(Beginning of Provided records)

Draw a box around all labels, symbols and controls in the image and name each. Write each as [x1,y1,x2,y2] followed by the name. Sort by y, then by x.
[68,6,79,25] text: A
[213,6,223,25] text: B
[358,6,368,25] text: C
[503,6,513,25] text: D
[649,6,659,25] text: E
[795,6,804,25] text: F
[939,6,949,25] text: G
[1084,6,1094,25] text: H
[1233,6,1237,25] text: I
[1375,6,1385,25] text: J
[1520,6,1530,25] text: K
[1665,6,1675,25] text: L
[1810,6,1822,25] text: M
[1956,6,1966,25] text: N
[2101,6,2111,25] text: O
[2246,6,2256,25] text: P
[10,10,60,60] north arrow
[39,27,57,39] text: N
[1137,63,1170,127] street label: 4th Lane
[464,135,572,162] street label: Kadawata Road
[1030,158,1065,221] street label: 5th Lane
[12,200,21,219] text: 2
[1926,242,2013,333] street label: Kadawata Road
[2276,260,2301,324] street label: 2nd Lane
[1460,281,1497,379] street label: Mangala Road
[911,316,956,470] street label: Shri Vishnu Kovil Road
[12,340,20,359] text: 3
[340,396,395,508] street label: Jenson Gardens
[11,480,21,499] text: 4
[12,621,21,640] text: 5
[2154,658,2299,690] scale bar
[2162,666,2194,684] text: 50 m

(End of Provided records)

:: Problem description ::
Every line of the data above is to be copied out exactly.

:: Solution below ::
Draw a box around all labels, symbols and controls in the image and name each. Write each as [x1,y1,x2,y2] followed by the name. Sort by y, then by x.
[68,6,79,25] text: A
[213,6,223,25] text: B
[358,6,368,25] text: C
[503,6,513,25] text: D
[649,6,659,25] text: E
[795,6,804,25] text: F
[939,6,949,25] text: G
[1084,6,1094,25] text: H
[1233,6,1237,25] text: I
[1375,6,1385,25] text: J
[1520,6,1530,25] text: K
[1665,6,1675,25] text: L
[1810,6,1822,25] text: M
[1956,6,1966,25] text: N
[2101,6,2111,25] text: O
[2246,6,2256,25] text: P
[10,10,60,60] north arrow
[39,27,57,39] text: N
[1137,63,1170,127] street label: 4th Lane
[464,135,572,162] street label: Kadawata Road
[1030,158,1065,221] street label: 5th Lane
[12,200,21,219] text: 2
[1926,242,2013,333] street label: Kadawata Road
[2276,260,2301,324] street label: 2nd Lane
[1460,281,1497,379] street label: Mangala Road
[911,316,956,470] street label: Shri Vishnu Kovil Road
[12,340,20,359] text: 3
[340,396,395,508] street label: Jenson Gardens
[11,480,21,499] text: 4
[12,621,21,640] text: 5
[2154,658,2299,690] scale bar
[2162,666,2194,684] text: 50 m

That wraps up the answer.